Dataset entries
-=-=-=-=-

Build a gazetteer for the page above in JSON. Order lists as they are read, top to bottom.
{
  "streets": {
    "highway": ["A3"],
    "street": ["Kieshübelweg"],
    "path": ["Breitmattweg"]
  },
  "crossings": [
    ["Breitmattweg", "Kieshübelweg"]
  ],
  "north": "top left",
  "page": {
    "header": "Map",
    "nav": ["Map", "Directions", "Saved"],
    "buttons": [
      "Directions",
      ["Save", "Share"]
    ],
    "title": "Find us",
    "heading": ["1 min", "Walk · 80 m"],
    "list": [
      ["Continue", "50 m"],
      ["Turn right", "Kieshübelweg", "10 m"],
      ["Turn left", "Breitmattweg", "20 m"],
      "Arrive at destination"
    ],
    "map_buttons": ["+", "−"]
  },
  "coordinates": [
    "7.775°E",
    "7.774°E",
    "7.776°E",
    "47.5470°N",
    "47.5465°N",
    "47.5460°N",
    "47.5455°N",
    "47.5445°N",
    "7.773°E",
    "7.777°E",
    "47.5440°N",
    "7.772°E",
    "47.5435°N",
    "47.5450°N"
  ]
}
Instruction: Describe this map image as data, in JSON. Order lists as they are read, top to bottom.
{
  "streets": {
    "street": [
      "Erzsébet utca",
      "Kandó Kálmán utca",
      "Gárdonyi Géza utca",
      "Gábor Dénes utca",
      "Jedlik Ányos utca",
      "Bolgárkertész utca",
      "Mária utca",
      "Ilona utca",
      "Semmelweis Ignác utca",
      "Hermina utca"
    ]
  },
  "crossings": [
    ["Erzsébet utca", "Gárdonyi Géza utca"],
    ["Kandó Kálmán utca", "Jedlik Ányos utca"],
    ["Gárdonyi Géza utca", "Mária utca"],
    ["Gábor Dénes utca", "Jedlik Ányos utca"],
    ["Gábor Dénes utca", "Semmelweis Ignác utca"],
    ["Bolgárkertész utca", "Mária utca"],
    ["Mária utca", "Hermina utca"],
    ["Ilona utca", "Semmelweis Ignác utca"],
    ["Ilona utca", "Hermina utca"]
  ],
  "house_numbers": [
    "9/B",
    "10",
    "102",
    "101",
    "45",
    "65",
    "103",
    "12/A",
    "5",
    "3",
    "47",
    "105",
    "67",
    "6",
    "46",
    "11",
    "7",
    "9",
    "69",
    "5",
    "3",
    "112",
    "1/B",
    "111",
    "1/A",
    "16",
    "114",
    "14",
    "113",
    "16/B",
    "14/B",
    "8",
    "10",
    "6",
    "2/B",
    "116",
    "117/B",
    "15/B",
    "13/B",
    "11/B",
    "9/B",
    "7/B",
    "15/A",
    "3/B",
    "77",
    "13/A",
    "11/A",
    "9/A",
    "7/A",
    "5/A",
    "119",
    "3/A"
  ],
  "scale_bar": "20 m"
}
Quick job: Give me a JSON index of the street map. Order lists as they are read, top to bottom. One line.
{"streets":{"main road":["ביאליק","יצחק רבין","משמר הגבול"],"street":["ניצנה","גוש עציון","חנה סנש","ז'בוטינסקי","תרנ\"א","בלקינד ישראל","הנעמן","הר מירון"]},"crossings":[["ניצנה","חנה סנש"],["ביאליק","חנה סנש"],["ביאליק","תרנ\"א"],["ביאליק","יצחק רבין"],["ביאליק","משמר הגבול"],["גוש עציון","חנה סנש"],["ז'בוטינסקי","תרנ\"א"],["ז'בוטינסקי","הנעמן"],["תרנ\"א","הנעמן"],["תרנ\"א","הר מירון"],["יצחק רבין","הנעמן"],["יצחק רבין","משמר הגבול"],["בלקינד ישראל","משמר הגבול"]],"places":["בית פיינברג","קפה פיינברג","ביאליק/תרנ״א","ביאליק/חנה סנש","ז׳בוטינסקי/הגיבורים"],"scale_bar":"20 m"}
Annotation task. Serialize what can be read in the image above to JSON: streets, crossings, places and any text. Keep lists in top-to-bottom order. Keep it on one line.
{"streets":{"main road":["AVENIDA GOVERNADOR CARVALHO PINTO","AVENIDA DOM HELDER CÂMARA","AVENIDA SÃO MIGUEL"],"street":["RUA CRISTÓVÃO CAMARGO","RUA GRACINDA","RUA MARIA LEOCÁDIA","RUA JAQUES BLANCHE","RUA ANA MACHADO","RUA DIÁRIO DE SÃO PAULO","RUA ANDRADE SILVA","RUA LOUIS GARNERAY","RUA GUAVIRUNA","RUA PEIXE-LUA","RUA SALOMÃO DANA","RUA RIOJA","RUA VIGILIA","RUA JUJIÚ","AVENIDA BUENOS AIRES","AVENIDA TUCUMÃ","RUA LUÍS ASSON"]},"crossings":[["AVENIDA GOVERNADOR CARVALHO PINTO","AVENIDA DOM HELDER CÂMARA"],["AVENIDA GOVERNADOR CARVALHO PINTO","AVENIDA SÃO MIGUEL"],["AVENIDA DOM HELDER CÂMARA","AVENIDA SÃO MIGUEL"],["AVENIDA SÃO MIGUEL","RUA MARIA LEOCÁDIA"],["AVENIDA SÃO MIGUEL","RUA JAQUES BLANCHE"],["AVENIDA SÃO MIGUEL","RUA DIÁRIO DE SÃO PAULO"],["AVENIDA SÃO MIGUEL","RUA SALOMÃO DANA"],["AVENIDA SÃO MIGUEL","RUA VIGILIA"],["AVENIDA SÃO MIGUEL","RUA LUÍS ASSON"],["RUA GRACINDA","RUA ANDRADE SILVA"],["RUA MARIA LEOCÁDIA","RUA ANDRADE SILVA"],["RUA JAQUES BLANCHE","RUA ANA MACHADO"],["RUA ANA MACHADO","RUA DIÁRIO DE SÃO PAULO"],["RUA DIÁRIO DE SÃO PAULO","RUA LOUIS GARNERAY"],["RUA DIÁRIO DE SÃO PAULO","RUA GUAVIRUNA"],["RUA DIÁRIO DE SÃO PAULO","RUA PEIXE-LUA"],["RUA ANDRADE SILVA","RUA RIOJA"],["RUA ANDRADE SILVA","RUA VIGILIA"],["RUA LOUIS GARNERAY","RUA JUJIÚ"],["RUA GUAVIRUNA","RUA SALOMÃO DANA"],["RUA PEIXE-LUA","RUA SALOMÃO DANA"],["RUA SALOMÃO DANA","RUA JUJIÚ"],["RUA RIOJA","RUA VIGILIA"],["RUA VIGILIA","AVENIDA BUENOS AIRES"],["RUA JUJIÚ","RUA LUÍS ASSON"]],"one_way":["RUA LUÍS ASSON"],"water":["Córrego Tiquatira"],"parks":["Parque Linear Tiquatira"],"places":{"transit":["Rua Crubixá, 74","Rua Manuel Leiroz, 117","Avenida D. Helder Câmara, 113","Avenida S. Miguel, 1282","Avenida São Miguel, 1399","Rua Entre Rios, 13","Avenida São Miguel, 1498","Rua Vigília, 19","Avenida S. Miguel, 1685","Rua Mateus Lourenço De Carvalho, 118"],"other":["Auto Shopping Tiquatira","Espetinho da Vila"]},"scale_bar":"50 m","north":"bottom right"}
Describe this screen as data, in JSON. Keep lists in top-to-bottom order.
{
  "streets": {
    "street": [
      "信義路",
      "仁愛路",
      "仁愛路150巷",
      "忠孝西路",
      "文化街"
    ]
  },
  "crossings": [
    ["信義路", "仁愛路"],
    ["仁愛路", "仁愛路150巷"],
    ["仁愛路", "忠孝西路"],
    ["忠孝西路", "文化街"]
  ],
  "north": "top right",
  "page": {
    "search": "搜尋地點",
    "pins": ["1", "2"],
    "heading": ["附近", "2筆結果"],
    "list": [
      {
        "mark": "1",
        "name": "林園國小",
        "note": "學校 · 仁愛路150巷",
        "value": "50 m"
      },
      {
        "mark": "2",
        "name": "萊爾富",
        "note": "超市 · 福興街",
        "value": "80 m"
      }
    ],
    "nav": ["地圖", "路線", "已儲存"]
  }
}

-=-=-=-=-

Reading through the records above, report each line in which the string "Describe" is found.

Instruction: Describe this map image as data, in JSON. Order lists as they are read, top to bottom.
Describe this screen as data, in JSON. Keep lists in top-to-bottom order.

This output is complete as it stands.